9 / 11'in 15. Yıldönümünde, Flashbulb Anıları Hatırlıyoruz

$config[ads_kvadrat] not found

9/11. Страшные свидетельства самого масштабного теракта в истории

9/11. Страшные свидетельства самого масштабного теракта в истории
Anonim

Yetmiş beş yıl önce, Franklin D. Roosevelt 7 Aralık 1941'de - Japonların Pearl Harbor'a saldırdığı gün - rezil olarak yaşayacak bir gün olarak tanımladı. O zamandan beri, birkaç korkunç tarih bu korkunç listeye katıldı. 22 Kasım 1963, John F. Kennedy'nin öldürüldüğü gün. Ve bir gün şimdi 11 Eylül 2001’nin 15. yıldönümünü kutlarız.

Cumhurbaşkanı Roosevelt’in 7 Aralık’ı bu terimlerle tanımladığı zaman nörobilim meselelerine değinmediğini söylemek güvenli olsa da, daha derin bir şeye değindi: Toplumu sarsıcı trajedilerin anılarımız sadece olayın değil, aynı zamanda çevreleyen gün. Bu, herkesin Kennedy'nin vurulduğunu veya Dünya Ticaret Merkezinin saldırıya uğradığını duyduklarında nerede olduklarını hatırlatan eski kestaneye gider.
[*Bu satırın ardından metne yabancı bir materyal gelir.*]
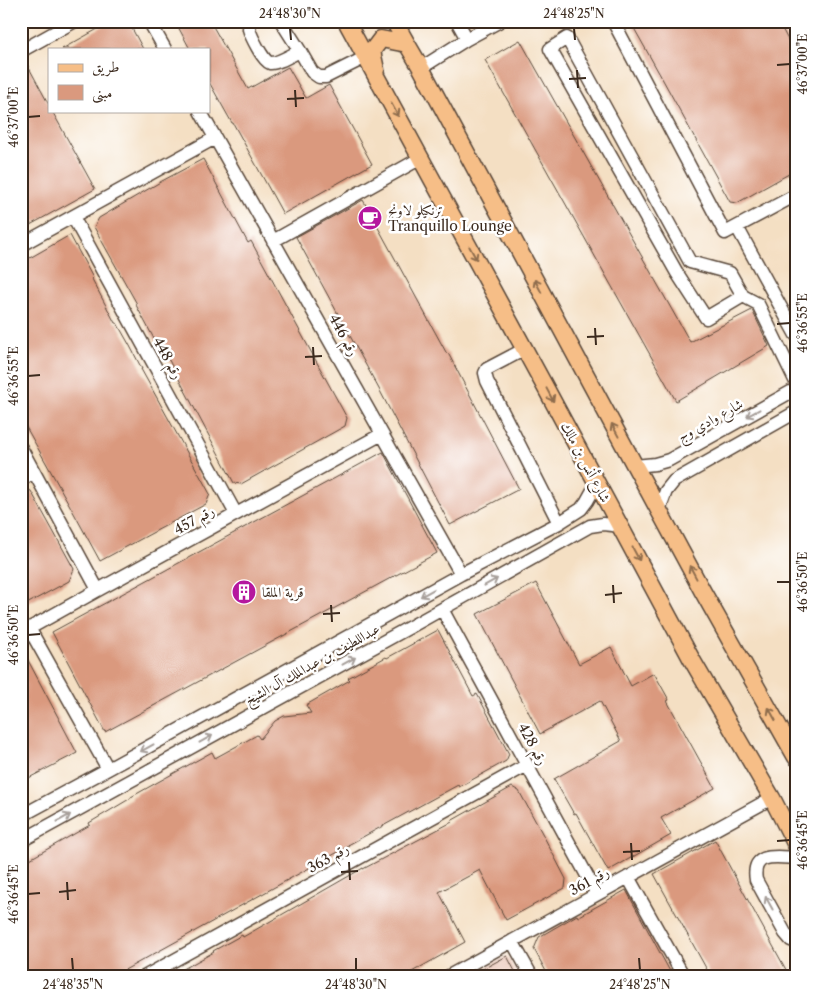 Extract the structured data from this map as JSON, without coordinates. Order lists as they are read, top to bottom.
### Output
{
  "streets": {
    "main road": ["شارع أنس بن مالك"],
    "street": [
      "رقم 446",
      "رقم 448",
      "شارع وادي وج",
      "رقم 457",
      "عبداللطيف بن عبدالملك آل الشيخ",
      "رقم 428",
      "رقم 363",
      "رقم 361"
    ]
  },
  "crossings": [
    ["رقم 446", "رقم 457"],
    ["رقم 446", "عبداللطيف بن عبدالملك آل الشيخ"],
    ["رقم 448", "رقم 457"],
    ["شارع أنس بن مالك", "عبداللطيف بن عبدالملك آل الشيخ"],
    ["شارع أنس بن مالك", "رقم 361"],
    ["عبداللطيف بن عبدالملك آل الشيخ", "رقم 428"],
    ["رقم 428", "رقم 363"],
    ["رقم 428", "رقم 361"]
  ],
  "places": {
    "cafe": ["ترنكيلو لاونج Tranquillo Lounge"],
    "building": ["قرية الملقا"]
  },
  "legend": ["طريق", "مبنى"],
  "coordinates": [
    "24°48'30\"N",
    "24°48'25\"N",
    "46°37'00\"E",
    "46°36'55\"E",
    "46°36'50\"E",
    "46°36'45\"E",
    "24°48'35\"N"
  ]
} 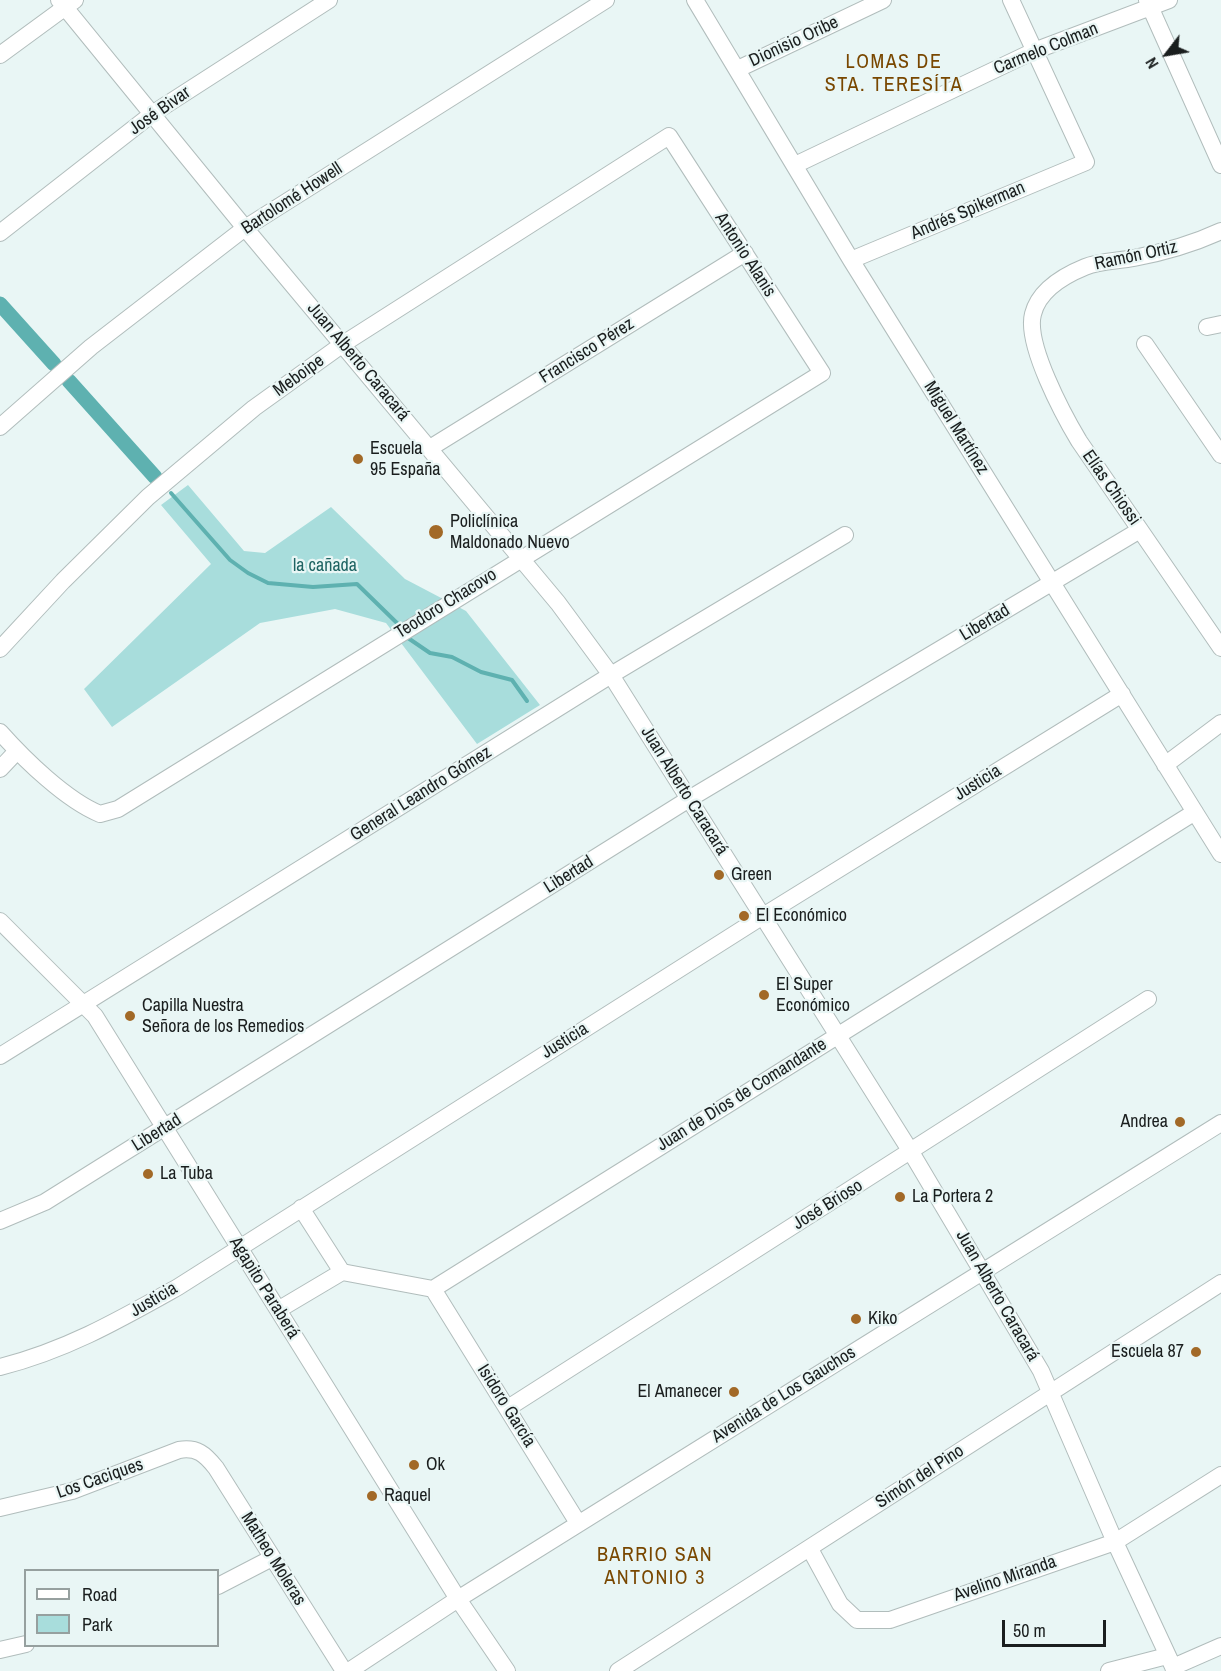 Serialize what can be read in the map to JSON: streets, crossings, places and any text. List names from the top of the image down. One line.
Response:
{"streets":{"street":["Dionisio Oribe","Carmelo Colman","José Bivar","Bartolomé Howell","Andrés Spikerman","Antonio Alanis","Ramón Ortiz","Francisco Pérez","Juan Alberto Caracará","Meboipe","Miguel Martínez","Elías Chiossi","Teodoro Chacovo","Libertad","Justicia","General Leandro Gómez","Juan de Dios de Comandante","José Brioso","Agapito Paraberá","Avenida de Los Gauchos","Isidoro García","Simón del Pino","Los Caciques","Matheo Moleras","Avelino Miranda"]},"crossings":[["Dionisio Oribe","Miguel Martínez"],["Carmelo Colman","Andrés Spikerman"],["Carmelo Colman","Miguel Martínez"],["José Bivar","Juan Alberto Caracará"],["Bartolomé Howell","Juan Alberto Caracará"],["Andrés Spikerman","Miguel Martínez"],["Antonio Alanis","Francisco Pérez"],["Antonio Alanis","Meboipe"],["Antonio Alanis","Teodoro Chacovo"],["Ramón Ortiz","Elías Chiossi"],["Francisco Pérez","Juan Alberto Caracará"],["Juan Alberto Caracará","Meboipe"],["Juan Alberto Caracará","Teodoro Chacovo"],["Juan Alberto Caracará","Libertad"],["Juan Alberto Caracará","Justicia"],["Juan Alberto Caracará","General Leandro Gómez"],["Juan Alberto Caracará","Juan de Dios de Comandante"],["Juan Alberto Caracará","José Brioso"],["Juan Alberto Caracará","Avenida de Los Gauchos"],["Juan Alberto Caracará","Simón del Pino"],["Juan Alberto Caracará","Avelino Miranda"],["Miguel Martínez","Libertad"],["Miguel Martínez","Justicia"],["Miguel Martínez","Juan de Dios de Comandante"],["Elías Chiossi","Libertad"],["Libertad","Agapito Paraberá"],["Justicia","Agapito Paraberá"],["General Leandro Gómez","Agapito Paraberá"],["Juan de Dios de Comandante","Isidoro García"],["José Brioso","Isidoro García"],["Agapito Paraberá","Avenida de Los Gauchos"],["Avenida de Los Gauchos","Isidoro García"],["Simón del Pino","Avelino Miranda"],["Los Caciques","Matheo Moleras"]],"districts":["LOMAS DE STA. TERESÍTA","BARRIO SAN ANTONIO 3"],"parks":["la cañada"],"places":["Escuela 95 España","Policlínica Maldonado Nuevo","Green","El Económico","El Super Económico","Capilla Nuestra Señora de los Remedios","Andrea","La Tuba","La Portera 2","Kiko","Escuela 87","El Amanecer","Ok","Raquel"],"legend":["Road","Park"],"scale_bar":"50 m","north":"bottom left"} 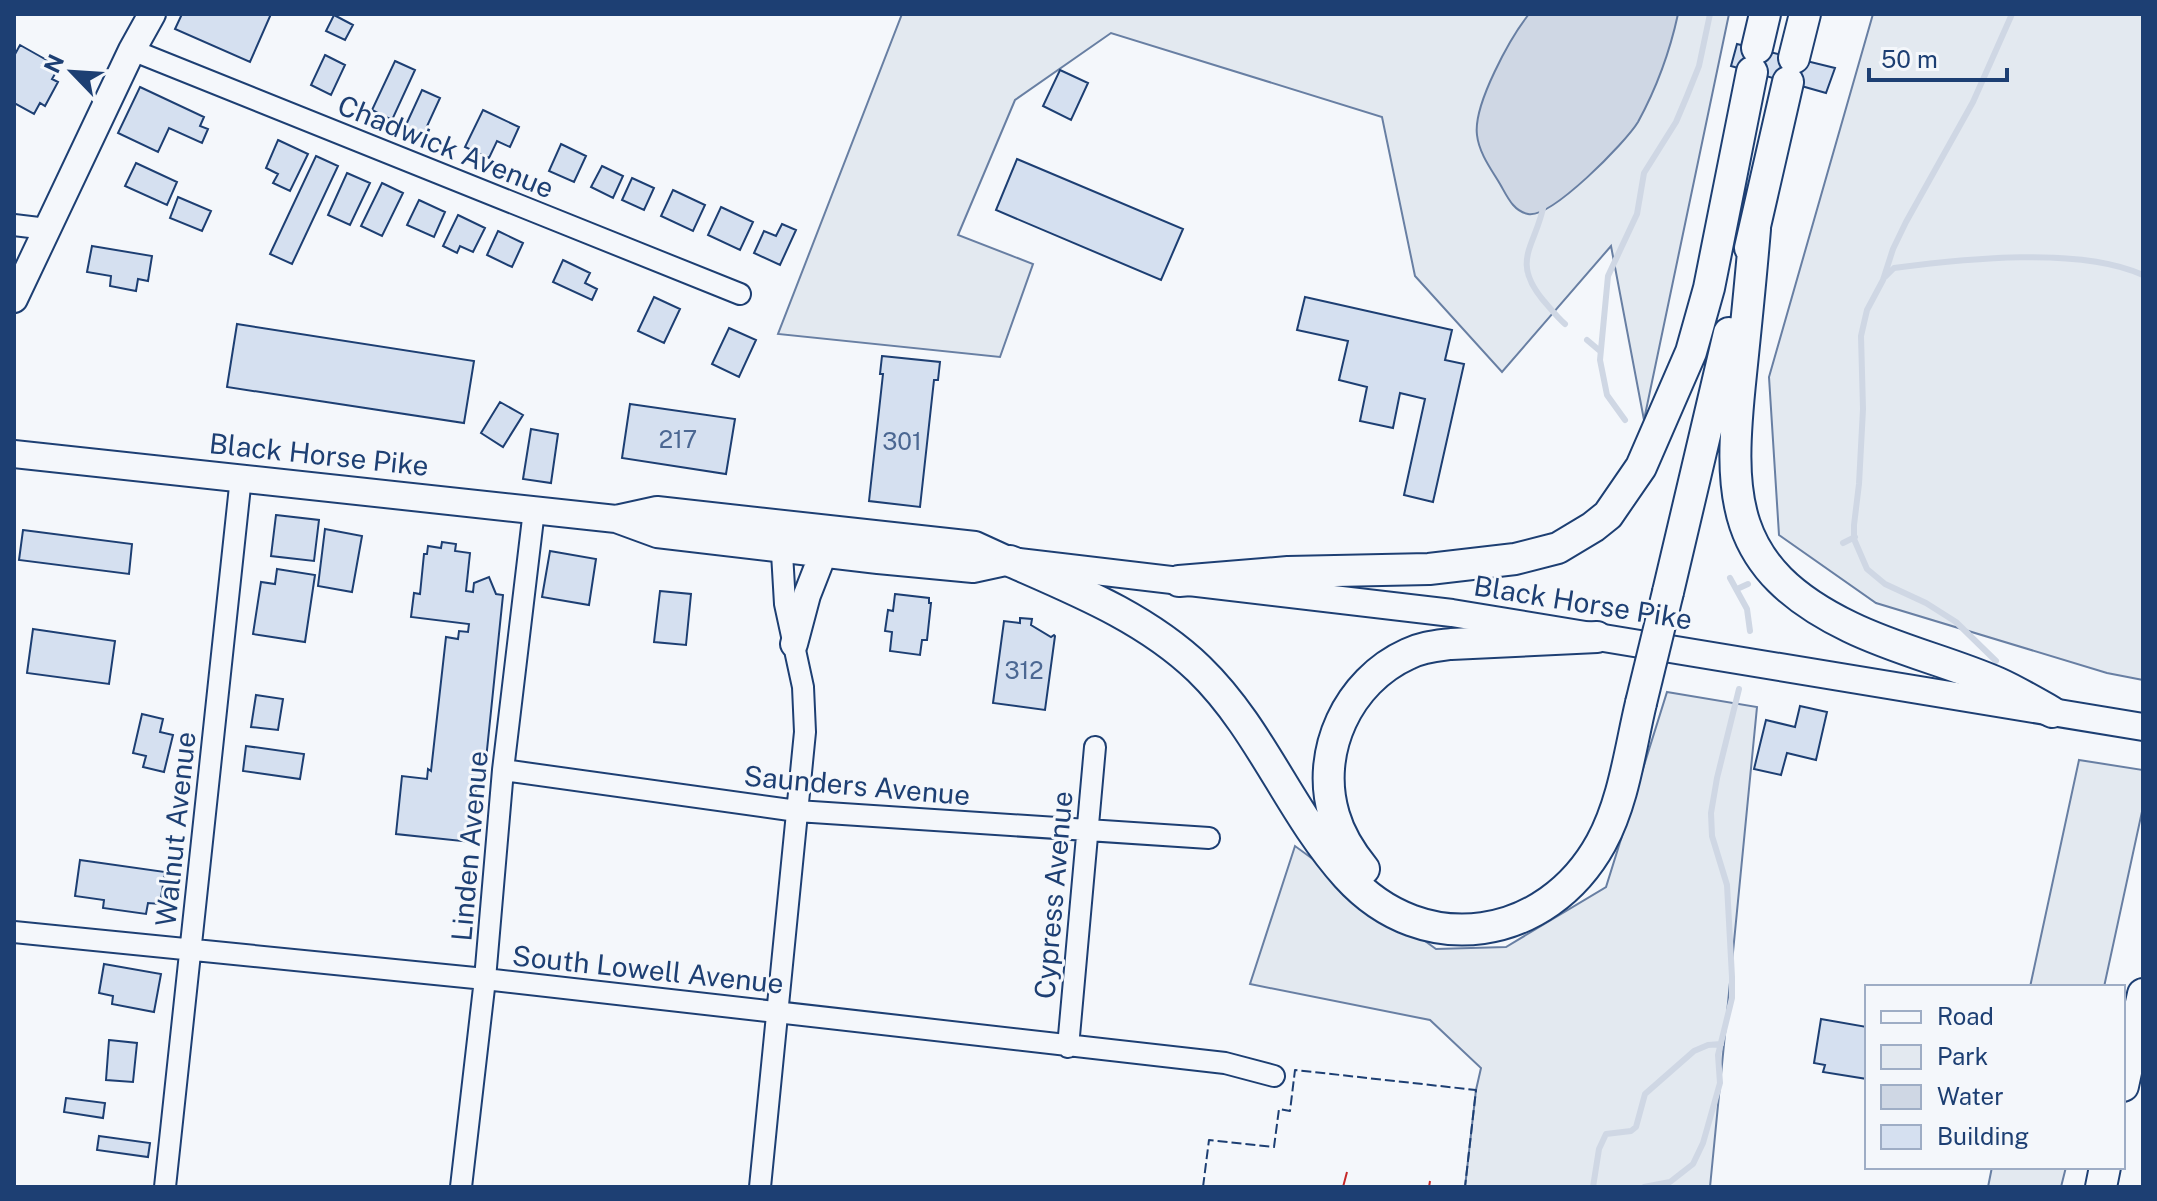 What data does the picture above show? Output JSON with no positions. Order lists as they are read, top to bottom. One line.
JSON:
{"streets":{"main road":["Black Horse Pike"],"street":["Chadwick Avenue","Saunders Avenue","Walnut Avenue","Linden Avenue","Cypress Avenue","South Lowell Avenue"]},"crossings":[["Black Horse Pike","Walnut Avenue"],["Black Horse Pike","Linden Avenue"],["Saunders Avenue","Linden Avenue"],["Saunders Avenue","Cypress Avenue"],["Walnut Avenue","South Lowell Avenue"],["Linden Avenue","South Lowell Avenue"],["Cypress Avenue","South Lowell Avenue"]],"house_numbers":["217","301","312"],"legend":["Road","Park","Water","Building"],"scale_bar":"50 m","north":"top left"}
Bu tür alışılmadık derecede canlı, travma sonrası kalıcı olarak sabitlenmiş hafıza için bilimsel terim bir flaş ampul hafızasıdır. İlk olarak 1977'de hipotezlenen flaş ampul anılarının, bir olay yeterince şok edici veya travmatik olduğunda, insanların genel deneyimin kapsamlı bir anılarını kaydetmesine neden olan biyolojik bir mekanizmanın sonucu olduğu düşünülmektedir. Bununla birlikte, tam olarak bu mekanizmanın ne olduğu belirsizliğini korumuştur.

Şimdi Edinburgh Üniversitesi'nden bir çalışma, olası bir açıklamaya işaret etti. Standart - ama gözden kaçan! - Bunun bir fareyle çalışma olduğuna dikkat edin ve fareler insanlar değil, araştırmacılar yiyecekleri saklı yerlerini hatırlamak için fareleri eğitti. Eğitiminin yarım saatinde şaşırtıcı, dikkat çekici bir deneyim sunan farelerin, yemeğin yerini hatırlamayanlardan daha başarılı olduğunu, bu farelerin daha sıradan bir versiyonunu yaşadıklarını düşündürdüğünü buldular. flashbulb bellek olayı.

Farelerin sinirsel aktivitesinin incelenmesi, biyolojik mekanizmanın ne olduğunu, en azından bu flaş ampul belleğinin özel örneğinin arkasında olduğunu ortaya koydu. Beynin yeni deneyimlere son derece hassas olan bir kısmı olan locus coeruleus, olağandışı deneyimlere yanıt olarak dopamin salgıladı. Beyin hücreleri daha sonra bu dopamini locus coeruleus'tan hipokampusa kaydırdı, bu da yeni hatıraların oluşması için çok önemli.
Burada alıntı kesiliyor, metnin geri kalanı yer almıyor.